Facts: Two business partners conveyed property to a bank under a trust agreement. The agreement provided that, in order to be valid, any direction to the bank regarding the trust would be signed by both partners. One of the partners delivered a letter to the bank directing the bank to provide a third party with a note and a mortgage securing the note from the trust assets. The proceeds from the note were used to secure a loan to the partners from the third party. The letter of direction bore the signatures of both of the partners. The partner who did not deliver the letter claimed that his signature was forged and that the bank breached one of its fiduciary duties by encumbering the trust property pursuant to a forged letter of direction. Subsequently, the partners agreed to divide the partnership assets, with the plaintiff-partner retaining the trust property. The trial court entered summary judgment for the bank based on its findings that the plaintiff's signature was forged. As a result, the note and mortgage created were void ab initio. Thus, the plaintiff incurred no damage by reason of the bank's acceptance of the forged letter of direction.

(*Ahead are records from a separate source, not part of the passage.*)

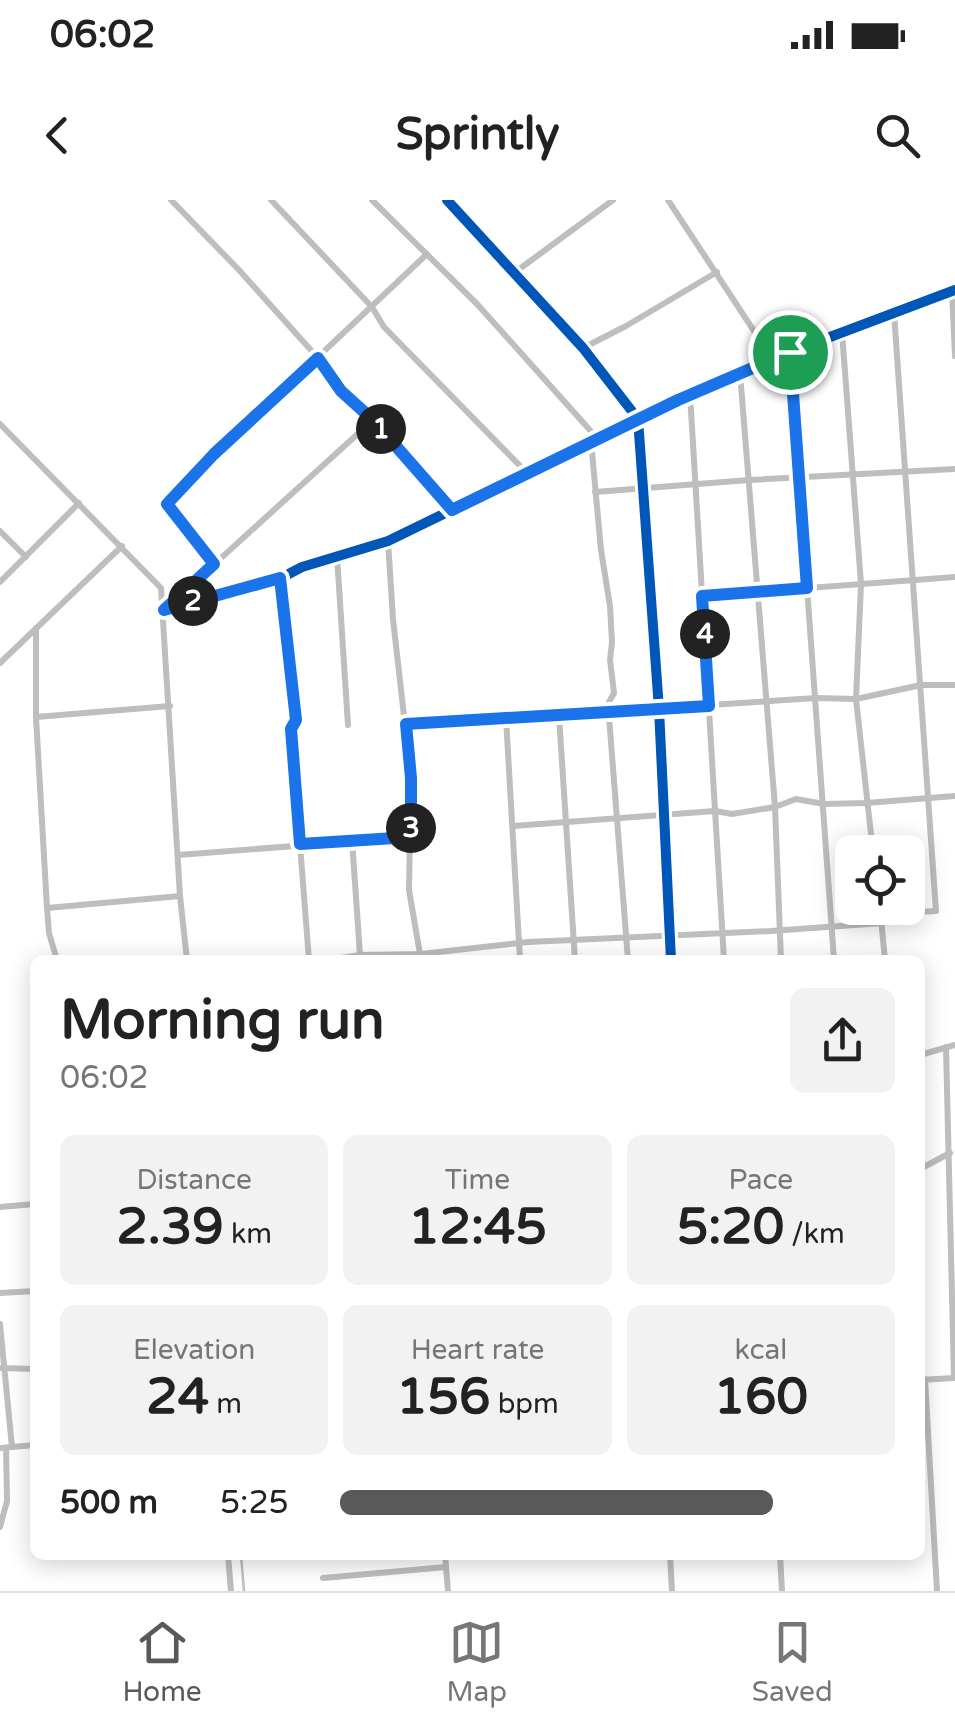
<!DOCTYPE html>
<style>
:root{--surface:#fff;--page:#f2f2f2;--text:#222;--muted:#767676;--line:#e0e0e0;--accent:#595959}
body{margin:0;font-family:"Varela Round",sans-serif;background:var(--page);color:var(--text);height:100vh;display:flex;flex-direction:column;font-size:38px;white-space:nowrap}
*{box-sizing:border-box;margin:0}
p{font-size:32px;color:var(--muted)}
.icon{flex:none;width:55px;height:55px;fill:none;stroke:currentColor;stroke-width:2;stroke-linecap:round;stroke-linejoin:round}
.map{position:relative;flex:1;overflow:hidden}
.details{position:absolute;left:30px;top:755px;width:895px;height:605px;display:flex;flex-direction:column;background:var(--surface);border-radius:15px;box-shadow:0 5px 25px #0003}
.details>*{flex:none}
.tools{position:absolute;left:835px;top:635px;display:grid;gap:20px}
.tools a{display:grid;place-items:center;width:90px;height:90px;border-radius:15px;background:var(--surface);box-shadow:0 5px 25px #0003;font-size:50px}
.pin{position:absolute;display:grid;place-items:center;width:85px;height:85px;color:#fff;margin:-42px;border:5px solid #fff;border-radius:50%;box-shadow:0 2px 10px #0007}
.km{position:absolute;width:50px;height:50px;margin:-25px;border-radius:50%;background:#222;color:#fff;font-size:28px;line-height:50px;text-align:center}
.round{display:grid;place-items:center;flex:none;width:105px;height:105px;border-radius:15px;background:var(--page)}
.headline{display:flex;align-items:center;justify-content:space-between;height:170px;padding:0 30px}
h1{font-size:55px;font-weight:800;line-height:75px}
.metrics{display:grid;grid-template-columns:repeat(3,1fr);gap:15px;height:170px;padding:10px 30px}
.metrics div{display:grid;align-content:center;border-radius:15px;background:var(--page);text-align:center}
.metrics b{font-size:50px;font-weight:800}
.metrics small{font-size:28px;font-weight:400}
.metrics p{font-size:28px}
ul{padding:0 30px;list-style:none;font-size:32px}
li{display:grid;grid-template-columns:160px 120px 1fr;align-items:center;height:75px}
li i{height:25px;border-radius:12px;background:var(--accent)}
.status{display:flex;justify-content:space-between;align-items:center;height:70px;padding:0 50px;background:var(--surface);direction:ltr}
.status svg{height:28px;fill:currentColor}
header{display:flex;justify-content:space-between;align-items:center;height:130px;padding:0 30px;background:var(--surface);font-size:45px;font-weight:800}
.dock{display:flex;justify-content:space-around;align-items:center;height:140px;border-top:2px solid var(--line);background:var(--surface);font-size:28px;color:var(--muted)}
.dock a{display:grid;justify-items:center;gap:5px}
.dock .on{color:var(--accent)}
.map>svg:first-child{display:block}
</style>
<div class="status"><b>06:02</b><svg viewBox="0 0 49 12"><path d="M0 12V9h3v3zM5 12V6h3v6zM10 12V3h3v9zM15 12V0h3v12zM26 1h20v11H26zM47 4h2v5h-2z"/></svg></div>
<header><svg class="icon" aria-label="back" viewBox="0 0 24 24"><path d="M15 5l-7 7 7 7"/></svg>Sprintly<svg class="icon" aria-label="search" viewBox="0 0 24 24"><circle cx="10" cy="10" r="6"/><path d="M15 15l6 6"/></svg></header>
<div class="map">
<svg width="955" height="1391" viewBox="0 0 955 1391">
<rect width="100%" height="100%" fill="#fff"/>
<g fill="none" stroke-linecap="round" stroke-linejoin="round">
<path stroke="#bfbfbf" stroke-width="2.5" d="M241,1355L244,1391"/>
<g stroke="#bebebe" stroke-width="6">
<path d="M171,0L239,70L318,158L341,191L373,220L452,310"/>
<path d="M271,0L372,107L384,127L527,273"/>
<path d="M372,0L477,104L597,238"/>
<path d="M447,0L583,148L638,219L659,509L671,760"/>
<path d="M668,0L773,160"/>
<path d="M514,73L613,0"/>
<path d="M952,92L955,156"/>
<path d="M842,132L861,384L856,499L873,652"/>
<path d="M583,148L626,126L717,72"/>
<path d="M790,153L834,760"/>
<path d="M740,173L775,607L781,760"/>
<path d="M690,194L724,760"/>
<path d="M0,224L161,388L180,696L187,760"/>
<path d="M591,241L601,350L610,406L612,442L610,460L614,493L608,504L628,760"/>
<path d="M595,292L749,280L955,269"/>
<path d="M0,331L26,357"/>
<path d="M388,341L393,419L411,578L409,690L421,760"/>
<path d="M337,356L348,525"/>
<path d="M214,364L167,304L214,255L427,54"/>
<path d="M281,378L296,520L291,529L309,760"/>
<path d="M0,382L79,303"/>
<path d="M702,396L955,377"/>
<path d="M165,409L373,220"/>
<path d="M164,410L225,391L281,378L302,367L388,341L678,200L830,137L955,90"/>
<path d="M36,428V517L47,708L49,733L57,760"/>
<path d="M0,463L122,346"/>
<path d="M559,516L575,760"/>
<path d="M36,517L170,506"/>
<path d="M506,518L520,760"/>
<path d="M405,525L816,498L856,499L921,485H955"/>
<path d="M513,626L715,611L732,614L775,607L796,599L824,604L866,603L955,596"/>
<path d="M352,640L360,755"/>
<path d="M178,655L411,637"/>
<path d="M47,708L180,696"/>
<path d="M880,708L885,760"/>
<path d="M880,714L936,711L894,113"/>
<path d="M329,760L360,755L421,754L528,742L771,731L882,723"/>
<path d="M946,847L954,1178"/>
<path d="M920,855L955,845"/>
<path d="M920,969L950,953"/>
<path d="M0,1007L35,1004"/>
<path d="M0,1093L35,1091"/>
<path d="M0,1124L12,1247"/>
<path d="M0,1168L35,1169"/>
<path d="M925,1179L937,1391"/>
<path d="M920,1180L954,1178"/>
<path d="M0,1248L35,1245"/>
<path d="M0,1327L7,1301L6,1248"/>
<path d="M228,1355L231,1391"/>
<path d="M445,1355L448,1391"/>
<path d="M670,1355L672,1391"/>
<path d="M780,1355L782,1391"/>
<path d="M323,1378L446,1367"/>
</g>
<g stroke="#fff" stroke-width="16">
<g id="cycleway">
<path d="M447,0L583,148L638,219L659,509L671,760"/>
<path d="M164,410L225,391L281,378L302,367L388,341L678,200L830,137L955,90"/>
</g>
</g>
<use href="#cycleway" stroke="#0057b8" stroke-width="10"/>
</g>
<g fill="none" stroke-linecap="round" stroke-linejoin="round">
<g stroke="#fff" stroke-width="20">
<path id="route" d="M790,152L807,388L702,396L709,506L406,524L411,578V637L300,644L291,529L296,520L280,378L164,410L214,364L167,304L214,254L318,158L341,191L373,220L452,310L678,200Z"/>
</g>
<use href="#route" stroke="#1a73e8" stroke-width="12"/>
</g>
</svg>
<div class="tools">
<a><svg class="icon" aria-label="locate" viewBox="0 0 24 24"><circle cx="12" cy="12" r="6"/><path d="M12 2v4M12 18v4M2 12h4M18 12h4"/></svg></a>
</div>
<div class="pin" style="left:790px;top:152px;background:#1e9e55"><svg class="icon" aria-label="arrive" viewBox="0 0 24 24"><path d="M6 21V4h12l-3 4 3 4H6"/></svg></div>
<b class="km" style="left:381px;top:229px">1</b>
<b class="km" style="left:193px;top:401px">2</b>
<b class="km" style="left:411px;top:628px">3</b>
<b class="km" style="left:705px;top:434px">4</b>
<section class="details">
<div class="headline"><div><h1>Morning run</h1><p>06:02</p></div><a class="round"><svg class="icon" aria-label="share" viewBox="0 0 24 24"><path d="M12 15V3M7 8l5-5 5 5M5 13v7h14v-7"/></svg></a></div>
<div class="metrics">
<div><p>Distance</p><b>2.39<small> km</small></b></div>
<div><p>Time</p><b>12:45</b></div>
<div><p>Pace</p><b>5:20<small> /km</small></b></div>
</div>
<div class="metrics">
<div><p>Elevation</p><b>24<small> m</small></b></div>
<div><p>Heart rate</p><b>156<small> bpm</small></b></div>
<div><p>kcal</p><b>160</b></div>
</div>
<ul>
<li><b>500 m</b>5:25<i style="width:78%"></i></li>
</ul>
</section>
</div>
<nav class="dock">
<a class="on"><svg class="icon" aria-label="home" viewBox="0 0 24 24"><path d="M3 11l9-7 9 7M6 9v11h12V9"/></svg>Home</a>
<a><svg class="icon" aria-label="map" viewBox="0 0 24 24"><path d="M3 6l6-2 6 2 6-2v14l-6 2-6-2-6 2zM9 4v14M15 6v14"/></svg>Map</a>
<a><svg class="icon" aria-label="saved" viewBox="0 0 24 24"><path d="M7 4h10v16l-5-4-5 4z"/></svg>Saved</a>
</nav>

Holding: The appellate court affirmed on different grounds. A plaintiff cannot as a matter of law support a claim of damages where he or she benefited from the forgery that is the basis of the claim. Here, the plaintiff benefited from the conveyance of the letter and then divided partnership assets with knowledge of the encumbrance. The division of the partnership assets left the plaintiff with an undivided interest in the trust property. The plaintiff's act of accepting the trust property, subject to indebtedness, operates as a ratification of the letter of direction.